__What needs to be done__. A verbatim copy of all the data is required; the pictures should not appear in it.

=== Entries supplied ===

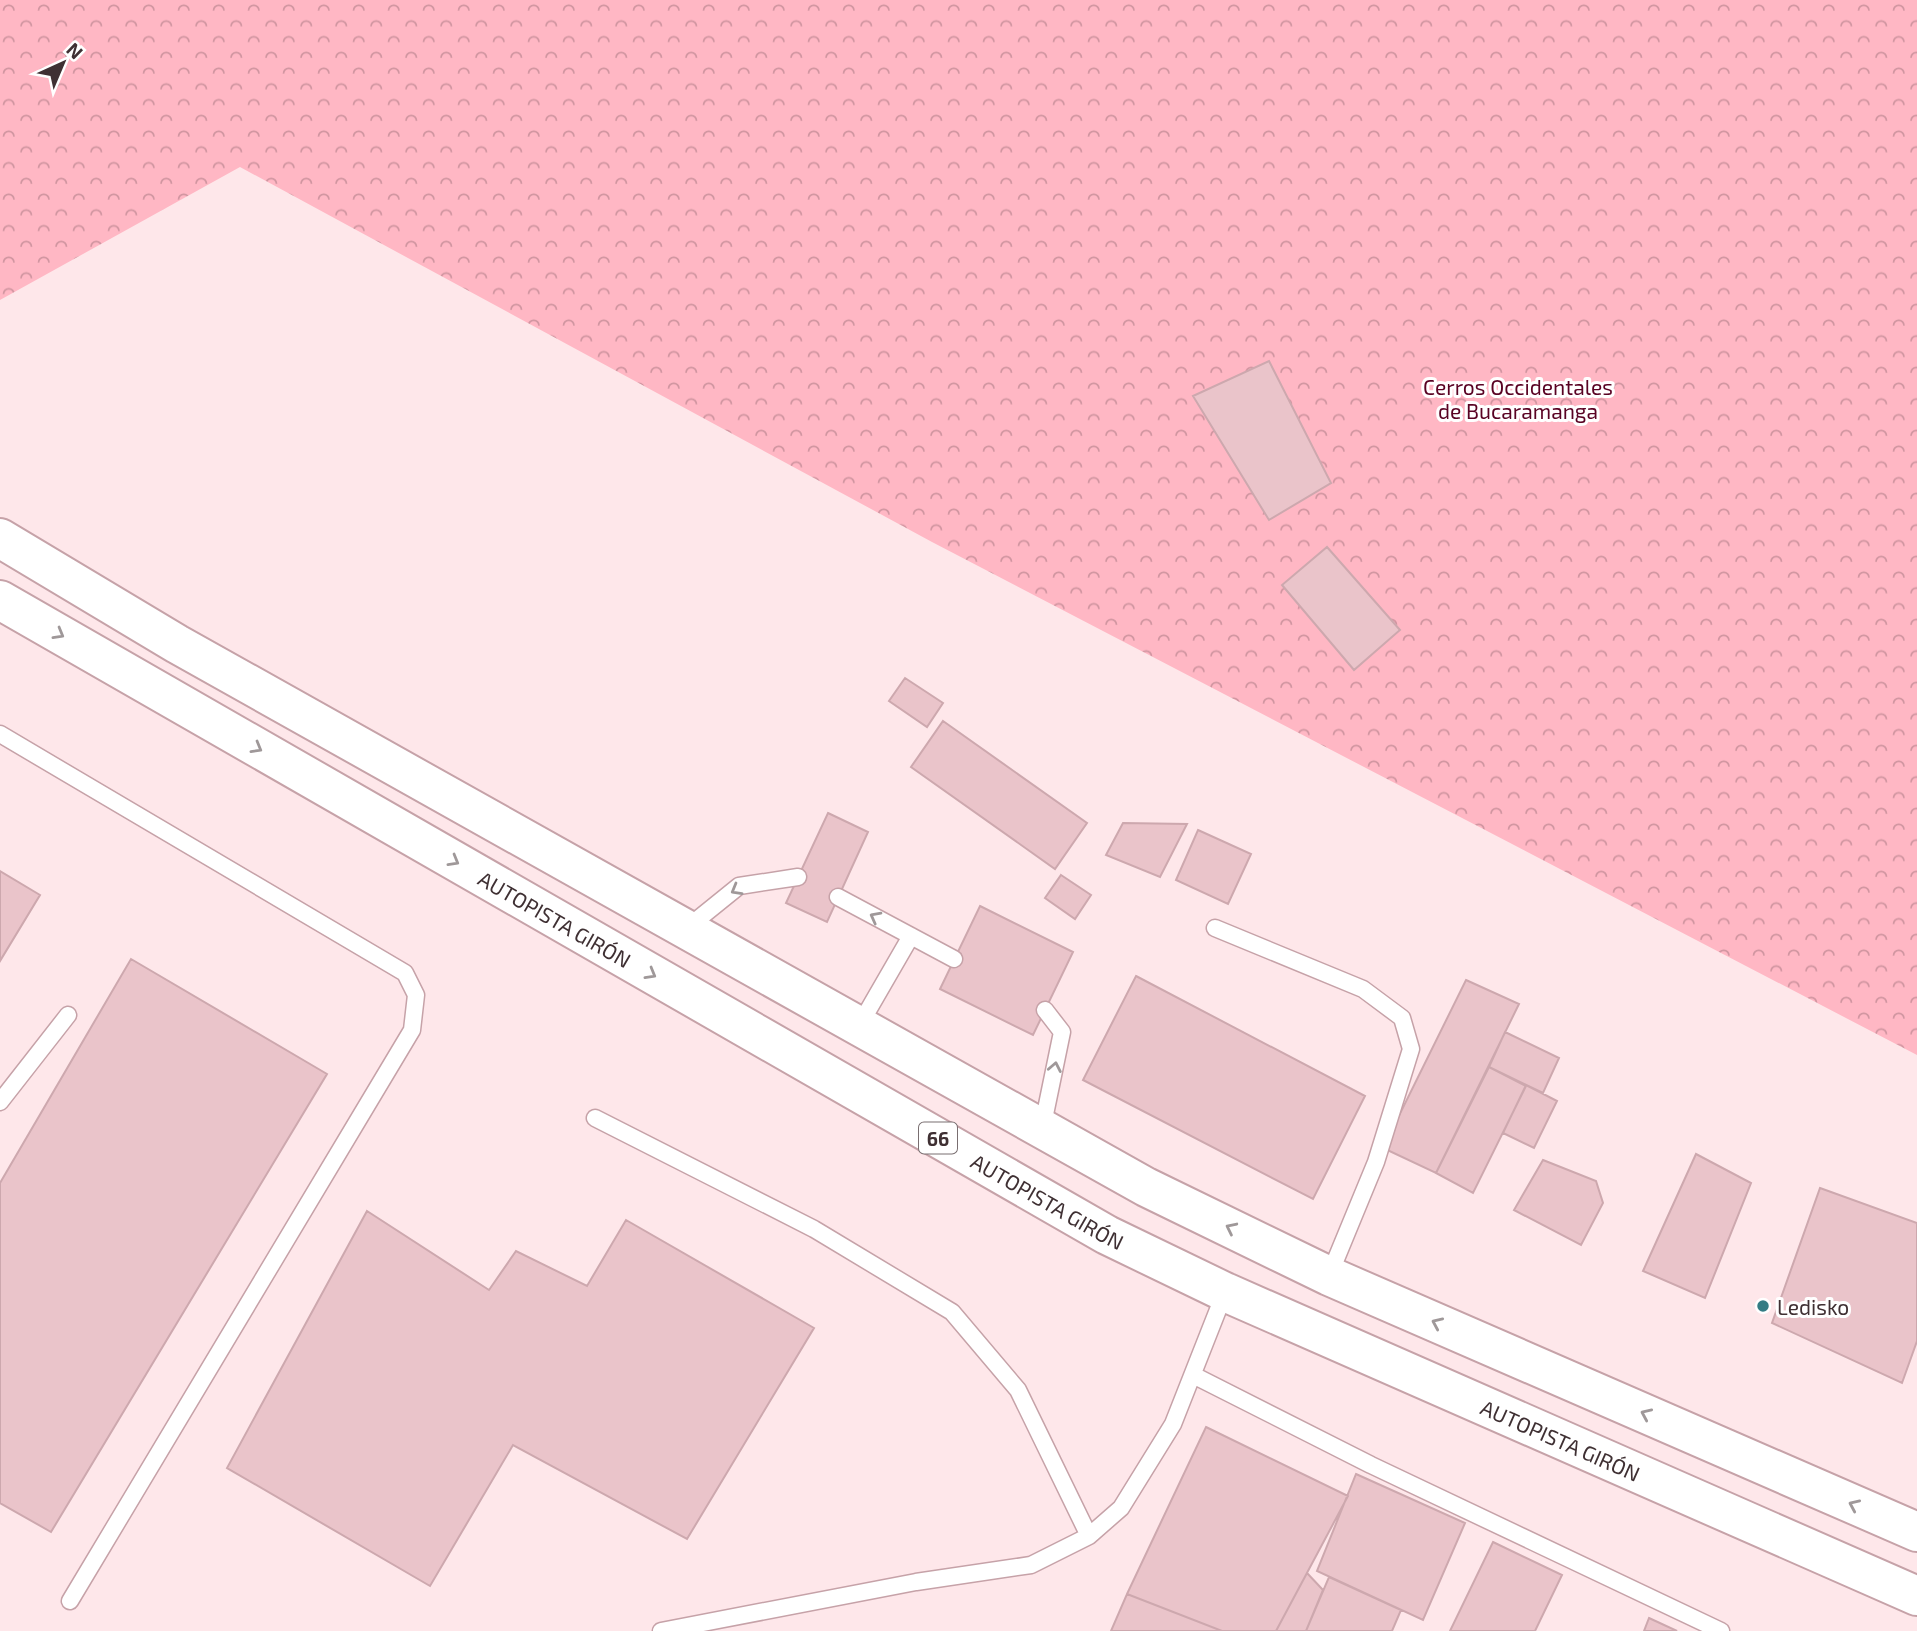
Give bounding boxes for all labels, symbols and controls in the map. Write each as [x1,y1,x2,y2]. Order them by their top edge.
north arrow [28,28,98,98]
text: N [62,37,88,63]
park label: Cerros Occidentales de Bucaramanga [1423,374,1613,423]
one-way arrow [52,626,65,639]
one-way arrow [249,739,262,752]
one-way arrow [447,853,459,866]
street label: AUTOPISTA GIRÓN [475,865,636,972]
one-way arrow [731,882,743,896]
one-way arrow [869,911,882,925]
one-way arrow [644,966,657,979]
one-way arrow [1046,1061,1061,1073]
road number: 66 [919,1122,957,1154]
street label: AUTOPISTA GIRÓN [967,1148,1128,1254]
one-way arrow [1226,1223,1238,1237]
place label: Ledisko [1777,1294,1849,1319]
marker: Ledisko [1755,1298,1771,1314]
one-way arrow [1432,1317,1444,1331]
street label: AUTOPISTA GIRÓN [1477,1394,1644,1485]
one-way arrow [1641,1408,1653,1422]
one-way arrow [1849,1499,1862,1513]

===

__Result of this exercise__.
Give bounding boxes for all labels, symbols and controls in the map. Write each as [x1,y1,x2,y2]. Order them by their top edge.
north arrow [28,28,98,98]
text: N [62,37,88,63]
park label: Cerros Occidentales de Bucaramanga [1423,374,1613,423]
one-way arrow [52,626,65,639]
one-way arrow [249,739,262,752]
one-way arrow [447,853,459,866]
street label: AUTOPISTA GIRÓN [475,865,636,972]
one-way arrow [731,882,743,896]
one-way arrow [869,911,882,925]
one-way arrow [644,966,657,979]
one-way arrow [1046,1061,1061,1073]
road number: 66 [919,1122,957,1154]
street label: AUTOPISTA GIRÓN [967,1148,1128,1254]
one-way arrow [1226,1223,1238,1237]
place label: Ledisko [1777,1294,1849,1319]
marker: Ledisko [1755,1298,1771,1314]
one-way arrow [1432,1317,1444,1331]
street label: AUTOPISTA GIRÓN [1477,1394,1644,1485]
one-way arrow [1641,1408,1653,1422]
one-way arrow [1849,1499,1862,1513]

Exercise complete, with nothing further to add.